START RECORDED INFORMATION
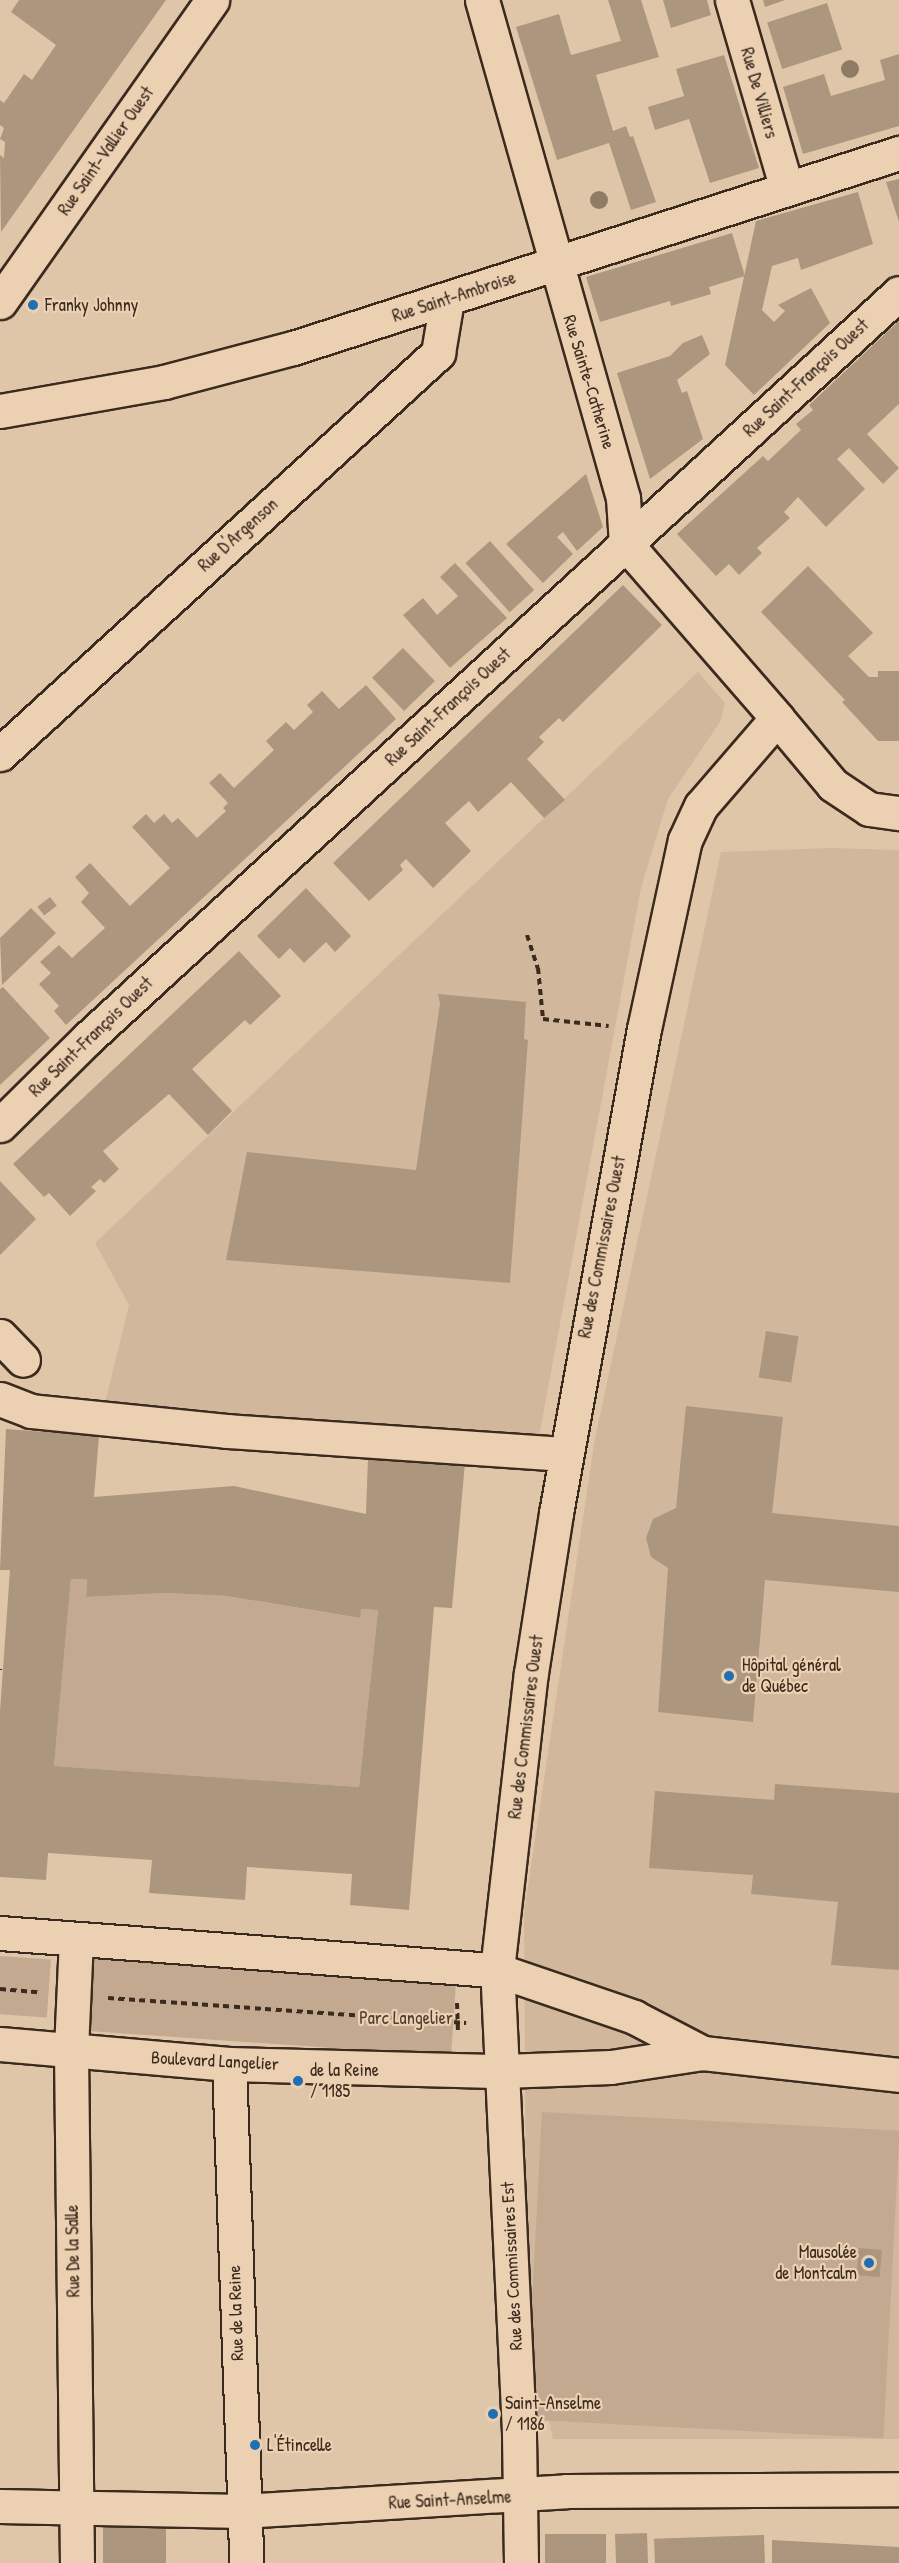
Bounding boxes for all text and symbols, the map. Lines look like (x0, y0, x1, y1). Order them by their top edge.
street label: Rue De Villiers (736, 45, 782, 141)
street label: Rue Saint-Vallier Ouest (53, 82, 159, 220)
street label: Rue Saint-Ambroise (390, 267, 518, 327)
place label: Franky Johnny (45, 294, 138, 316)
marker: Franky Johnny (26, 298, 40, 312)
street label: Rue Sainte-Catherine (558, 312, 620, 452)
street label: Rue Saint-François Ouest (739, 314, 873, 442)
street label: Rue D'Argenson (194, 494, 282, 576)
street label: Rue Saint-François Ouest (381, 643, 515, 771)
street label: Rue Saint-François Ouest (25, 973, 157, 1101)
street label: Rue des Commissaires Ouest (574, 1154, 630, 1340)
street label: Rue des Commissaires Ouest (504, 1634, 548, 1820)
place label: Hôpital général de Québec (742, 1655, 841, 1698)
marker: Hôpital général de Québec (720, 1667, 738, 1685)
park label: Parc Langelier (359, 2007, 453, 2029)
street label: Boulevard Langelier (151, 2047, 279, 2075)
place label: de la Reine / 1185 (310, 2060, 379, 2102)
marker: de la Reine / 1185 (291, 2074, 305, 2088)
street label: Rue des Commissaires Est (497, 2181, 527, 2351)
street label: Rue De la Salle (61, 2204, 85, 2298)
place label: Mausolée de Montcalm (775, 2242, 857, 2284)
marker: Mausolée de Montcalm (862, 2256, 876, 2270)
street label: Rue de la Reine (224, 2265, 248, 2361)
place label: Saint-Anselme / 1186 (505, 2393, 601, 2436)
marker: Saint-Anselme / 1186 (486, 2407, 500, 2421)
place label: L'Étincelle (267, 2434, 332, 2456)
marker: L'Étincelle (248, 2438, 262, 2452)
street label: Rue Saint-Anselme (388, 2486, 512, 2514)

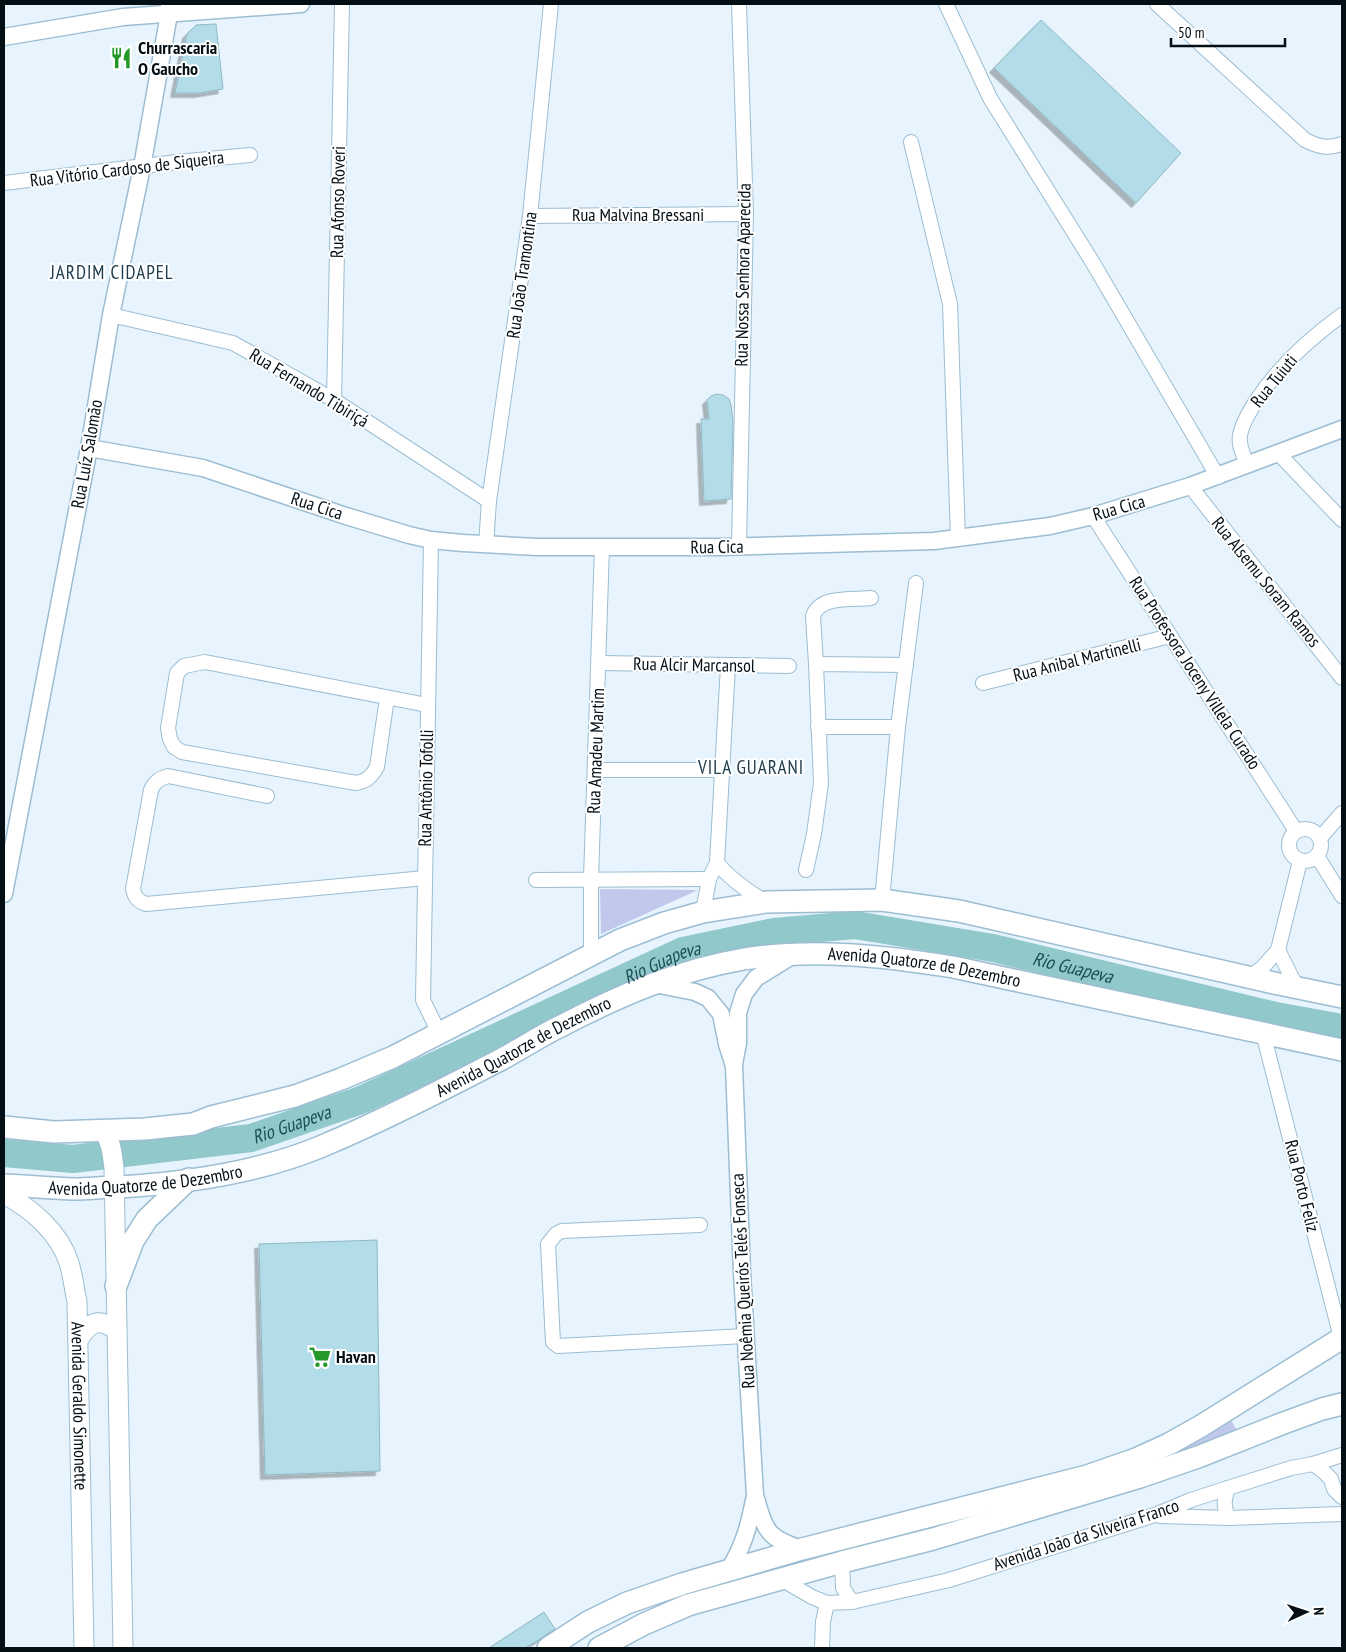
END RECORDED INFORMATION
# DESCRIPTION OF THE TASK:
Repeat every line of the data exactly, but do not include pictures.

# RESPONSE:
Bounding boxes for all text and symbols, the map. Lines look like (x0, y0, x1, y1). Order them by their top edge.
street label: Rue De Villiers (736, 45, 782, 141)
street label: Rue Saint-Vallier Ouest (53, 82, 159, 220)
street label: Rue Saint-Ambroise (390, 267, 518, 327)
place label: Franky Johnny (45, 294, 138, 316)
marker: Franky Johnny (26, 298, 40, 312)
street label: Rue Sainte-Catherine (558, 312, 620, 452)
street label: Rue Saint-François Ouest (739, 314, 873, 442)
street label: Rue D'Argenson (194, 494, 282, 576)
street label: Rue Saint-François Ouest (381, 643, 515, 771)
street label: Rue Saint-François Ouest (25, 973, 157, 1101)
street label: Rue des Commissaires Ouest (574, 1154, 630, 1340)
street label: Rue des Commissaires Ouest (504, 1634, 548, 1820)
place label: Hôpital général de Québec (742, 1655, 841, 1698)
marker: Hôpital général de Québec (720, 1667, 738, 1685)
park label: Parc Langelier (359, 2007, 453, 2029)
street label: Boulevard Langelier (151, 2047, 279, 2075)
place label: de la Reine / 1185 (310, 2060, 379, 2102)
marker: de la Reine / 1185 (291, 2074, 305, 2088)
street label: Rue des Commissaires Est (497, 2181, 527, 2351)
street label: Rue De la Salle (61, 2204, 85, 2298)
place label: Mausolée de Montcalm (775, 2242, 857, 2284)
marker: Mausolée de Montcalm (862, 2256, 876, 2270)
street label: Rue de la Reine (224, 2265, 248, 2361)
place label: Saint-Anselme / 1186 (505, 2393, 601, 2436)
marker: Saint-Anselme / 1186 (486, 2407, 500, 2421)
place label: L'Étincelle (267, 2434, 332, 2456)
marker: L'Étincelle (248, 2438, 262, 2452)
street label: Rue Saint-Anselme (388, 2486, 512, 2514)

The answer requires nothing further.